AIM OF THE EXERCISE:
Find the line with "position:absolute; width:77px; margin:-38px;" in the entries below. Repeat it, every following line, and the line with "display:flex; align-items:center; justify-content:space-between;", exactly and with nothing added.

(Collected data entries)
********
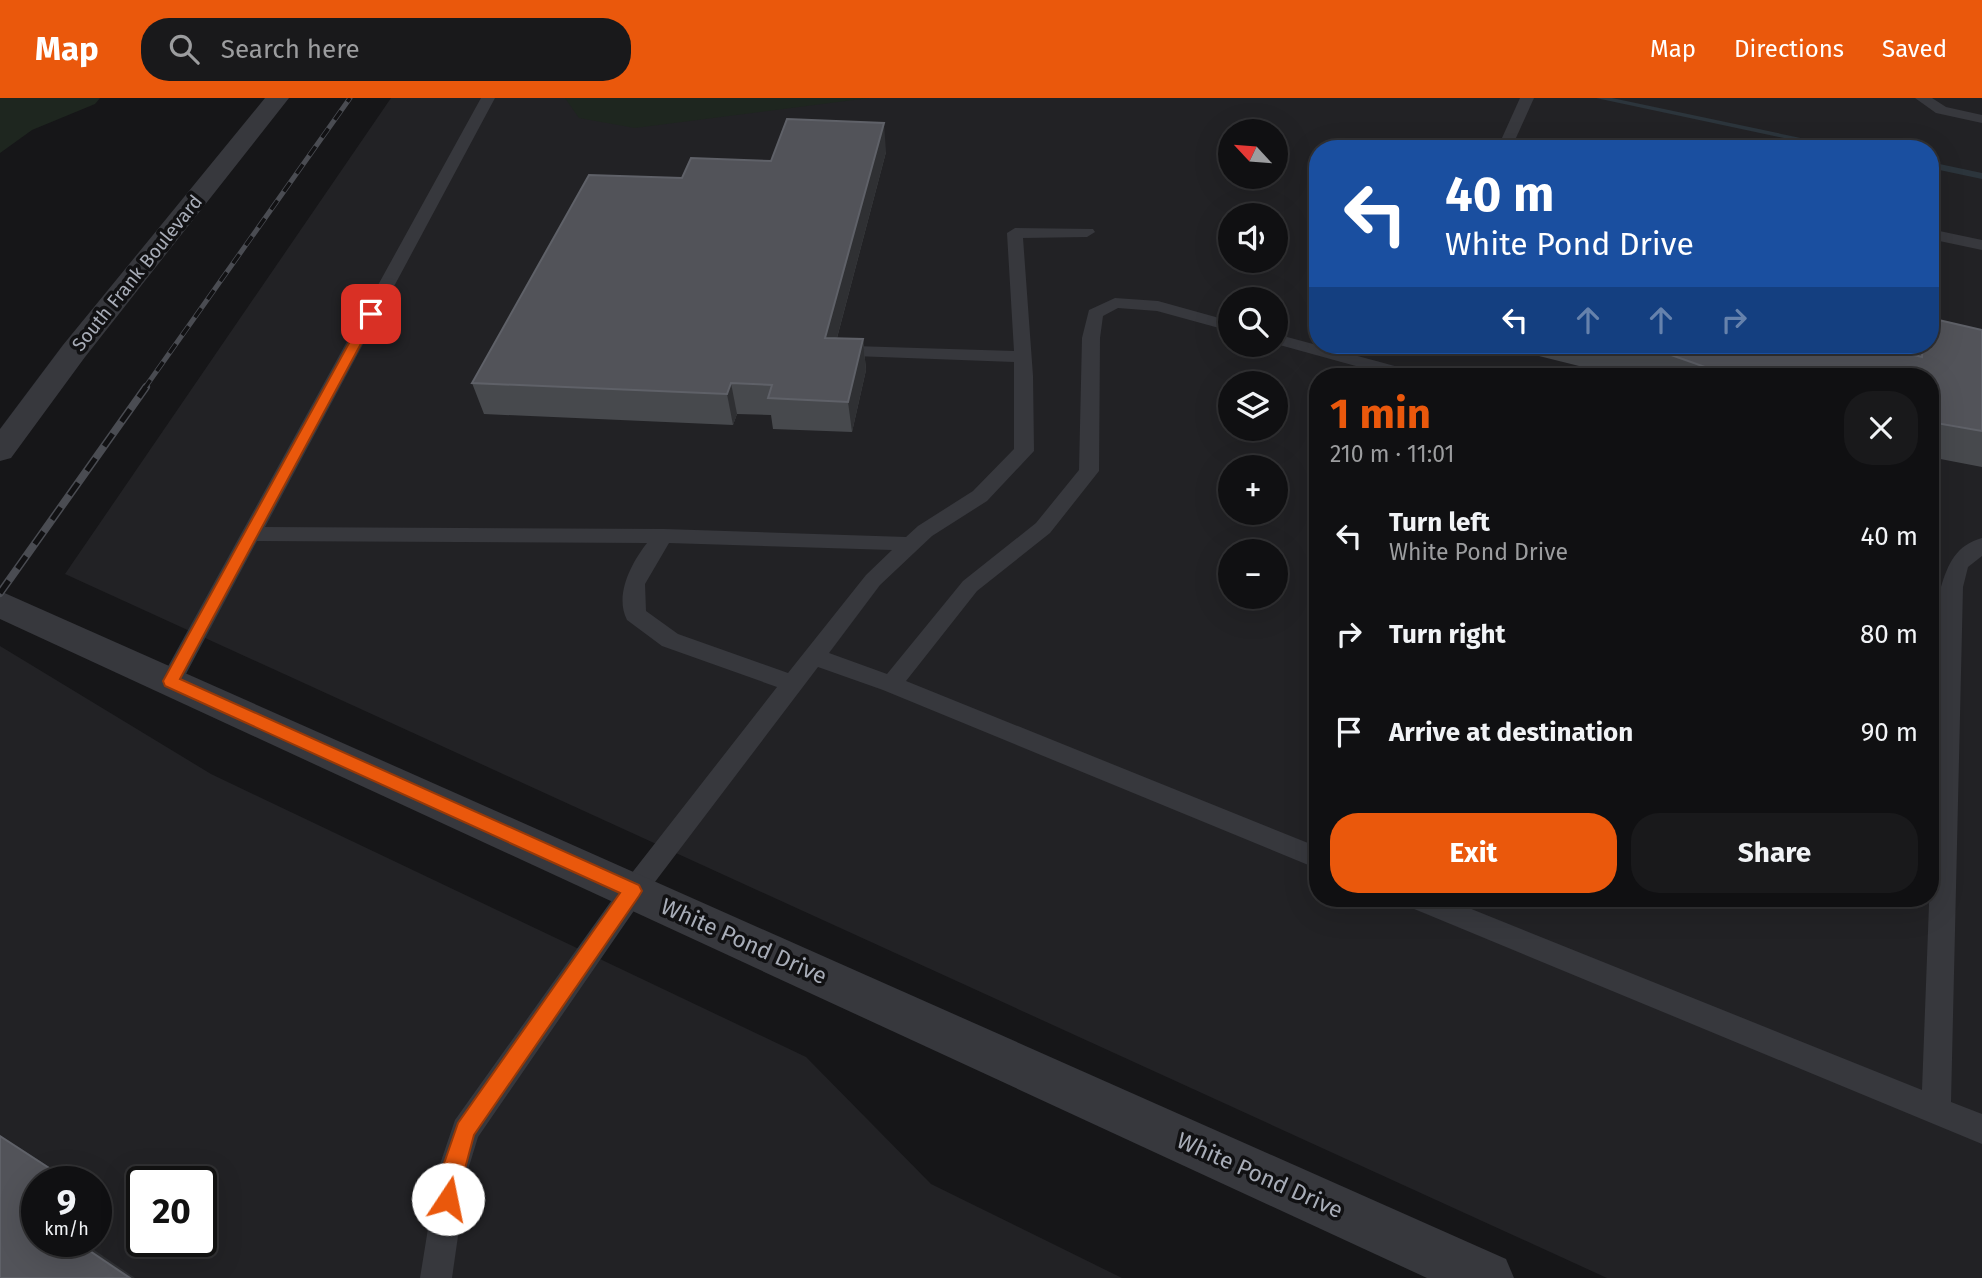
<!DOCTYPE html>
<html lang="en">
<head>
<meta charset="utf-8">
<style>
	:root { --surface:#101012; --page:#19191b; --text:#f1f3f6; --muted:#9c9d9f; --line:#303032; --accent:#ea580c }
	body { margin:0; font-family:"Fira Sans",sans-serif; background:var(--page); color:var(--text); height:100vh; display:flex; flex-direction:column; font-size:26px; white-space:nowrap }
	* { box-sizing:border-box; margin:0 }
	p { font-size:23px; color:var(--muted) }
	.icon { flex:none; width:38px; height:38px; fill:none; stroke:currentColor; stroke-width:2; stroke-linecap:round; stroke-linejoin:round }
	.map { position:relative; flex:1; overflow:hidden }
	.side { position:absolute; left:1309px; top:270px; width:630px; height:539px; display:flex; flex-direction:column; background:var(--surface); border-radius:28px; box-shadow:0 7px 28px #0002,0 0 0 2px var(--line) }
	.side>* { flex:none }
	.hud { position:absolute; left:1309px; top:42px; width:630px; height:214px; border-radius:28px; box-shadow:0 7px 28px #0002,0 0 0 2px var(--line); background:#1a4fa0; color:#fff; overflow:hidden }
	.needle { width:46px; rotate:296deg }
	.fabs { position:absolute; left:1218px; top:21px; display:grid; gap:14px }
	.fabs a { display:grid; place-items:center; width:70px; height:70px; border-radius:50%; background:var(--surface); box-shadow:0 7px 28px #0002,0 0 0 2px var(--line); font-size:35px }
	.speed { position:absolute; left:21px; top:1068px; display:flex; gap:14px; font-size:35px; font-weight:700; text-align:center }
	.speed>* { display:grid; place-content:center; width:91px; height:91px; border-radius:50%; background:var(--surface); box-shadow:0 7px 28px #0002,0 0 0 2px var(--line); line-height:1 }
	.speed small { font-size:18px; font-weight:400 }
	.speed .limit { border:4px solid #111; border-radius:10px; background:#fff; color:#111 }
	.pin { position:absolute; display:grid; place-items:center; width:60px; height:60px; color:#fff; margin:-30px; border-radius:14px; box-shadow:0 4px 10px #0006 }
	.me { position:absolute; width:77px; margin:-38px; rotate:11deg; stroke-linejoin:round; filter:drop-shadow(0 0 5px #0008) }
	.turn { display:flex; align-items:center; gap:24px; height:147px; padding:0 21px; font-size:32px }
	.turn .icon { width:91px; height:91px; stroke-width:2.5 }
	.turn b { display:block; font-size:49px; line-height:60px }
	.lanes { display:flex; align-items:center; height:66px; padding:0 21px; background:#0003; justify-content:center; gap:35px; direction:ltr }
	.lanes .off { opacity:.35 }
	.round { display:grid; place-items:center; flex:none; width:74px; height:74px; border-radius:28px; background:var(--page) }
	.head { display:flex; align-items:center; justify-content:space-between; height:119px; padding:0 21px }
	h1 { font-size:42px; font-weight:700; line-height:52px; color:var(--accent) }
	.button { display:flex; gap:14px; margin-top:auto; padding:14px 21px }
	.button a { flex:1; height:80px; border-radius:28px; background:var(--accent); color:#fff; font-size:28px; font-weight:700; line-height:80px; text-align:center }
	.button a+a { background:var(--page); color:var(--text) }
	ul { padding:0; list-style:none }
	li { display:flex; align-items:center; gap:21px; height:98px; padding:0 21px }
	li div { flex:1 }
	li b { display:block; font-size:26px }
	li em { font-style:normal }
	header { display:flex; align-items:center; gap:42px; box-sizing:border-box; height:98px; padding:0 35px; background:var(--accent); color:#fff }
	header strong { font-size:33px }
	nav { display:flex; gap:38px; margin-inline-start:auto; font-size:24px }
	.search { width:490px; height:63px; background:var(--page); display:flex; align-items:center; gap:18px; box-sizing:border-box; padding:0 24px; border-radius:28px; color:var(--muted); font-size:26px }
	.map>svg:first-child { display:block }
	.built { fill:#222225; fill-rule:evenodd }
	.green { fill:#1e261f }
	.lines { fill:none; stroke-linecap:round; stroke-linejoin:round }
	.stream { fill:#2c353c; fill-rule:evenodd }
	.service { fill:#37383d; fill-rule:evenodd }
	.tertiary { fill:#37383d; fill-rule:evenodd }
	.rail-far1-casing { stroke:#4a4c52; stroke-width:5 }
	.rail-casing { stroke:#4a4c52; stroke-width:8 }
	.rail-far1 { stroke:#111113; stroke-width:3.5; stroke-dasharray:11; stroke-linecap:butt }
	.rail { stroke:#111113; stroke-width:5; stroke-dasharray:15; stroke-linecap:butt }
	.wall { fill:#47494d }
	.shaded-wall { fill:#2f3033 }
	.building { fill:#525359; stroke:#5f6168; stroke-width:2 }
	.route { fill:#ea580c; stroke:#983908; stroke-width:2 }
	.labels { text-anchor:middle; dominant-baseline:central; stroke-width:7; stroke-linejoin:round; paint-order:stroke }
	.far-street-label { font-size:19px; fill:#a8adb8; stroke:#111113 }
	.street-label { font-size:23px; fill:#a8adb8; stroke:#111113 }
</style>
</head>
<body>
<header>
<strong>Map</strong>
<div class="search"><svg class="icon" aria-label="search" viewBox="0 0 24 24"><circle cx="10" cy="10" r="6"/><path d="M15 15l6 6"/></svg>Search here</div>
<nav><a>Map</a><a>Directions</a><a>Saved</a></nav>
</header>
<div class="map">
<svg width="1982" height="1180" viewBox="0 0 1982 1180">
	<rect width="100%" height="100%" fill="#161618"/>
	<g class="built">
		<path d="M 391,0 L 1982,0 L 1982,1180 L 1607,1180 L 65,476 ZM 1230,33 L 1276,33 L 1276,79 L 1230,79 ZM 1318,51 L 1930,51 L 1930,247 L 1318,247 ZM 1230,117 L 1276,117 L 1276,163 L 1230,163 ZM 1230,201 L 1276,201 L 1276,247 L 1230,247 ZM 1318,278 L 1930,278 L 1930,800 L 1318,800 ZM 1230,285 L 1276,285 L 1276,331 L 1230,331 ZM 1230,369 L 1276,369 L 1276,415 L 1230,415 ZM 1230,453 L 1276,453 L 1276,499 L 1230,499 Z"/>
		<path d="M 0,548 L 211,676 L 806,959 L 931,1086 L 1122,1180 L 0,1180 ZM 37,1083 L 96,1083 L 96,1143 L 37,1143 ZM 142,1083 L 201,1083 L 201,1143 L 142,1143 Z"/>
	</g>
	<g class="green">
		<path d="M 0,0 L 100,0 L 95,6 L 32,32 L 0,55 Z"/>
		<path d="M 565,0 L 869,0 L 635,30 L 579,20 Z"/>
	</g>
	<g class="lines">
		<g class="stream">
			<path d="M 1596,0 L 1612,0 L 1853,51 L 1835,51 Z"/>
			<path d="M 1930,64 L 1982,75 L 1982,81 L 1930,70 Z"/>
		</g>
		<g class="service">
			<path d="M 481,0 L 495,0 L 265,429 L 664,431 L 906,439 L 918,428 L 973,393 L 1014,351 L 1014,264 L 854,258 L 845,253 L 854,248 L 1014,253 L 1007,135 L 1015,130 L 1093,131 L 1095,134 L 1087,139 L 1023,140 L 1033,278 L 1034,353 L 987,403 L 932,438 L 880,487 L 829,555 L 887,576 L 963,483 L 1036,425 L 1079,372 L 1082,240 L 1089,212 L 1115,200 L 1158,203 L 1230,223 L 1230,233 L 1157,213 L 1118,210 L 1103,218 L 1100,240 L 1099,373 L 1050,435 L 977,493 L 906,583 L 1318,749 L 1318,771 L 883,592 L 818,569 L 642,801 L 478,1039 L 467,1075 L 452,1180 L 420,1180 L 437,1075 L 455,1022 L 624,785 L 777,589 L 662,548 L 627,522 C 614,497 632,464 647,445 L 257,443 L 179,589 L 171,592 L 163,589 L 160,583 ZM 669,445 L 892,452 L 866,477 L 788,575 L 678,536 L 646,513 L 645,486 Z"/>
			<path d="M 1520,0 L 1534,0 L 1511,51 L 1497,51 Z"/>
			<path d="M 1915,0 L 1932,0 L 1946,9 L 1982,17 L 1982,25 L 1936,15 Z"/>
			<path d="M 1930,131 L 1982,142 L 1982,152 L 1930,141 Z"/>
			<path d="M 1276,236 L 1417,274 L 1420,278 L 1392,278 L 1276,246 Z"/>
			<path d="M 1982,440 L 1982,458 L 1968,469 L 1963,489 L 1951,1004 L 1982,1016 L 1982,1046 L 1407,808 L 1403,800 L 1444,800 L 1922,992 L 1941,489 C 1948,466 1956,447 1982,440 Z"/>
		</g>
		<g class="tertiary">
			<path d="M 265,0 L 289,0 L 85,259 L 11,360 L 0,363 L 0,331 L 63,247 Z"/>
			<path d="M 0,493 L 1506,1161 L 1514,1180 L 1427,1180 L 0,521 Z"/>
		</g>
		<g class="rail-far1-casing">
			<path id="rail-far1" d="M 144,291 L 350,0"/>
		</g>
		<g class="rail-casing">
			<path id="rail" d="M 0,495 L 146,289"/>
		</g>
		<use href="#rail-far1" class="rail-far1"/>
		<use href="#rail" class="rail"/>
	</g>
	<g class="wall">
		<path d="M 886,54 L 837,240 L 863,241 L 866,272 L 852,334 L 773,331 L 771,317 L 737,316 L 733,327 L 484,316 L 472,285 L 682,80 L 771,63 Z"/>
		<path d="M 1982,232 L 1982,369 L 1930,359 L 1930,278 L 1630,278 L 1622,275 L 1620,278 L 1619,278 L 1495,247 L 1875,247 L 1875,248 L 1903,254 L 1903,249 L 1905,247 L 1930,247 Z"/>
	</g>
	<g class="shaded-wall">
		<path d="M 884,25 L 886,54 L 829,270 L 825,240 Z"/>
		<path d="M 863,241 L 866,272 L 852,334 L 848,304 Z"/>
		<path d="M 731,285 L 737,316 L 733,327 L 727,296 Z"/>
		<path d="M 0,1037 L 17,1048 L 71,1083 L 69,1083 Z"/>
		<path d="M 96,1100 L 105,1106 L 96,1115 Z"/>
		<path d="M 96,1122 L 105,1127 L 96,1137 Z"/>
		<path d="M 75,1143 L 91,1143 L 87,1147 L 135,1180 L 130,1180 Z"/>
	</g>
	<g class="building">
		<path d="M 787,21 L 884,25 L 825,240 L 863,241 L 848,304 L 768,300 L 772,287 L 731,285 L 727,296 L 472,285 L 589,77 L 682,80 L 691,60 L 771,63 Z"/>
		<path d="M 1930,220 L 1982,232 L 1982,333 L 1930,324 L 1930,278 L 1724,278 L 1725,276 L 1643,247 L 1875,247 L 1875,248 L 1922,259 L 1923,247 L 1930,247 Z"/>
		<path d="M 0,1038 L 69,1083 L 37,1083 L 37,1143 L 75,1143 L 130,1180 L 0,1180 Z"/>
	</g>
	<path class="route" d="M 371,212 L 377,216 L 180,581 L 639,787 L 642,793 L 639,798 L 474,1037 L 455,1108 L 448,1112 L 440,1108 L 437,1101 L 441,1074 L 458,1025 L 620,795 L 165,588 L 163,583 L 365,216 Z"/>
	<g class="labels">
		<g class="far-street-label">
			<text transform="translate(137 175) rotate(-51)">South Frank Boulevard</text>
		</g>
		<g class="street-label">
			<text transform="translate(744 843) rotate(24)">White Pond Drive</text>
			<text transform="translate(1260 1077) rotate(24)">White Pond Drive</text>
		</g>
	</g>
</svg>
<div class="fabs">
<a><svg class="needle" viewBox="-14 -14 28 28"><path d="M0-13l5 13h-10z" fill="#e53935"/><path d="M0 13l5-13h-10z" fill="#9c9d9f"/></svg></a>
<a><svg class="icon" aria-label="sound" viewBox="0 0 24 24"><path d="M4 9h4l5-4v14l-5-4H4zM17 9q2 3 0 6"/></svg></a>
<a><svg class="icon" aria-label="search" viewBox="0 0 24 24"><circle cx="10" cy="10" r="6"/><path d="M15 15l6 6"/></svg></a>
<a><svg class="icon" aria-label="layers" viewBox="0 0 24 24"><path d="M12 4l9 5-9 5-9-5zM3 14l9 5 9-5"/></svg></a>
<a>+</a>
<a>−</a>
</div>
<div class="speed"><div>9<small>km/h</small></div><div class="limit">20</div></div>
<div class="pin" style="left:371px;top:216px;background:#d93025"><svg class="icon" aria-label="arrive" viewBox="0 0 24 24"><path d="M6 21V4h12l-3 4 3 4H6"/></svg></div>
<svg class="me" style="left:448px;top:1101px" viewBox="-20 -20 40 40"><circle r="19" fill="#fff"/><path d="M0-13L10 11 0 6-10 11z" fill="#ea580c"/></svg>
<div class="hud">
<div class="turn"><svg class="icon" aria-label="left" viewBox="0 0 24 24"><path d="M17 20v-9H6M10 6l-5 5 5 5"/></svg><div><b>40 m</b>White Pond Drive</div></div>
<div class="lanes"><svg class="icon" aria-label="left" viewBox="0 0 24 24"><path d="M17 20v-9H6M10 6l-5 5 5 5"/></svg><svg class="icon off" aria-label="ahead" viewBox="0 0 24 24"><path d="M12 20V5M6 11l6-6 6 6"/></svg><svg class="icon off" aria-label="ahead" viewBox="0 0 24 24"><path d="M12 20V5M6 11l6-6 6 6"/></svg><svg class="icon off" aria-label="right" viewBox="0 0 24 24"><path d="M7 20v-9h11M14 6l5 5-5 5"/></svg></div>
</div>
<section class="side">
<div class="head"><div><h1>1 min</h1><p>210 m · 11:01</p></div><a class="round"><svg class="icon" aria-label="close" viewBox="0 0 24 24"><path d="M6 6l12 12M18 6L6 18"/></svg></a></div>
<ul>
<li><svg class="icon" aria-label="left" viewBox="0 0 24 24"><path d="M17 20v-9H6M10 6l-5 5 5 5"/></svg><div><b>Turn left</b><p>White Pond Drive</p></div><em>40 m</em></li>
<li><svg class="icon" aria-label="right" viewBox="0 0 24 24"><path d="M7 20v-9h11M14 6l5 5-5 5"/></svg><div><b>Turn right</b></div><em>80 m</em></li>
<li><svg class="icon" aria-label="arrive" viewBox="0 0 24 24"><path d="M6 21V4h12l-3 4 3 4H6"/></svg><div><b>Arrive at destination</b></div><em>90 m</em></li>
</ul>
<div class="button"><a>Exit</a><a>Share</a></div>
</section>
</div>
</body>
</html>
********
EXERCISE OUTPUT:
	.me { position:absolute; width:77px; margin:-38px; rotate:11deg; stroke-linejoin:round; filter:drop-shadow(0 0 5px #0008) }
	.turn { display:flex; align-items:center; gap:24px; height:147px; padding:0 21px; font-size:32px }
	.turn .icon { width:91px; height:91px; stroke-width:2.5 }
	.turn b { display:block; font-size:49px; line-height:60px }
	.lanes { display:flex; align-items:center; height:66px; padding:0 21px; background:#0003; justify-content:center; gap:35px; direction:ltr }
	.lanes .off { opacity:.35 }
	.round { display:grid; place-items:center; flex:none; width:74px; height:74px; border-radius:28px; background:var(--page) }
	.head { display:flex; align-items:center; justify-content:space-between; height:119px; padding:0 21px }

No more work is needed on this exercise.